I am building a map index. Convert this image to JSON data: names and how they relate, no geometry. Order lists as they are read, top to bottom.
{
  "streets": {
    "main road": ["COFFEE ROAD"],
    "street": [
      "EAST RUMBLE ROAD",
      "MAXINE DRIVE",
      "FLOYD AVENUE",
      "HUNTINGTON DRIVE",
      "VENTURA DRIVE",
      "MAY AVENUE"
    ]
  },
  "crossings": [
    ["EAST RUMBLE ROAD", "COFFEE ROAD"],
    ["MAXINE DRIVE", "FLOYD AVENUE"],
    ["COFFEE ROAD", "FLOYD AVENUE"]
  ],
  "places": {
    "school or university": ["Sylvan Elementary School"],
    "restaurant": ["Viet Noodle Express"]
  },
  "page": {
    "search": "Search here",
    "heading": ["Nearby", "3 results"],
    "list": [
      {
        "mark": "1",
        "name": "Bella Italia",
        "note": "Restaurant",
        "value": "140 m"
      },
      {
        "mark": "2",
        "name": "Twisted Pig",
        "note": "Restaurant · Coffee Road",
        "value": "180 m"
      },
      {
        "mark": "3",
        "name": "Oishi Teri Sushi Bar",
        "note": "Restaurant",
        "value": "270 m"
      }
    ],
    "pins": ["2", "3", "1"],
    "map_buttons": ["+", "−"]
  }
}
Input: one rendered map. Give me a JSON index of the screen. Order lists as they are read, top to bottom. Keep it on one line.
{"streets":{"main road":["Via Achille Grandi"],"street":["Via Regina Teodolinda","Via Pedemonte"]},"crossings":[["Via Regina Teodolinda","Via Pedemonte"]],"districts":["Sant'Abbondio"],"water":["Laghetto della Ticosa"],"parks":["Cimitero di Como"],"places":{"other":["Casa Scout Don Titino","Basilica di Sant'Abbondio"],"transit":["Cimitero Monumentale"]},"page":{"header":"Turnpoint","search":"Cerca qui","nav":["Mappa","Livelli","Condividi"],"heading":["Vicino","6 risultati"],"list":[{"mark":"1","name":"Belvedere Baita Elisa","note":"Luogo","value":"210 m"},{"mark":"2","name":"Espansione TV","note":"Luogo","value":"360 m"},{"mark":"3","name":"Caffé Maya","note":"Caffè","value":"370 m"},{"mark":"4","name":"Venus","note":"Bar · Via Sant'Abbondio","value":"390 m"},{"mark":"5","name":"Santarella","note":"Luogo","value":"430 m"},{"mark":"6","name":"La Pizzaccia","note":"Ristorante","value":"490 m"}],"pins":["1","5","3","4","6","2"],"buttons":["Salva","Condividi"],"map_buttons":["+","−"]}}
□ □ □
[Work task]: Identify every line above with the string "value" in it. Copy those lines.

[Your solution]:
        "value": "140 m"
        "value": "180 m"
        "value": "270 m"
{"streets":{"main road":["Via Achille Grandi"],"street":["Via Regina Teodolinda","Via Pedemonte"]},"crossings":[["Via Regina Teodolinda","Via Pedemonte"]],"districts":["Sant'Abbondio"],"water":["Laghetto della Ticosa"],"parks":["Cimitero di Como"],"places":{"other":["Casa Scout Don Titino","Basilica di Sant'Abbondio"],"transit":["Cimitero Monumentale"]},"page":{"header":"Turnpoint","search":"Cerca qui","nav":["Mappa","Livelli","Condividi"],"heading":["Vicino","6 risultati"],"list":[{"mark":"1","name":"Belvedere Baita Elisa","note":"Luogo","value":"210 m"},{"mark":"2","name":"Espansione TV","note":"Luogo","value":"360 m"},{"mark":"3","name":"Caffé Maya","note":"Caffè","value":"370 m"},{"mark":"4","name":"Venus","note":"Bar · Via Sant'Abbondio","value":"390 m"},{"mark":"5","name":"Santarella","note":"Luogo","value":"430 m"},{"mark":"6","name":"La Pizzaccia","note":"Ristorante","value":"490 m"}],"pins":["1","5","3","4","6","2"],"buttons":["Salva","Condividi"],"map_buttons":["+","−"]}}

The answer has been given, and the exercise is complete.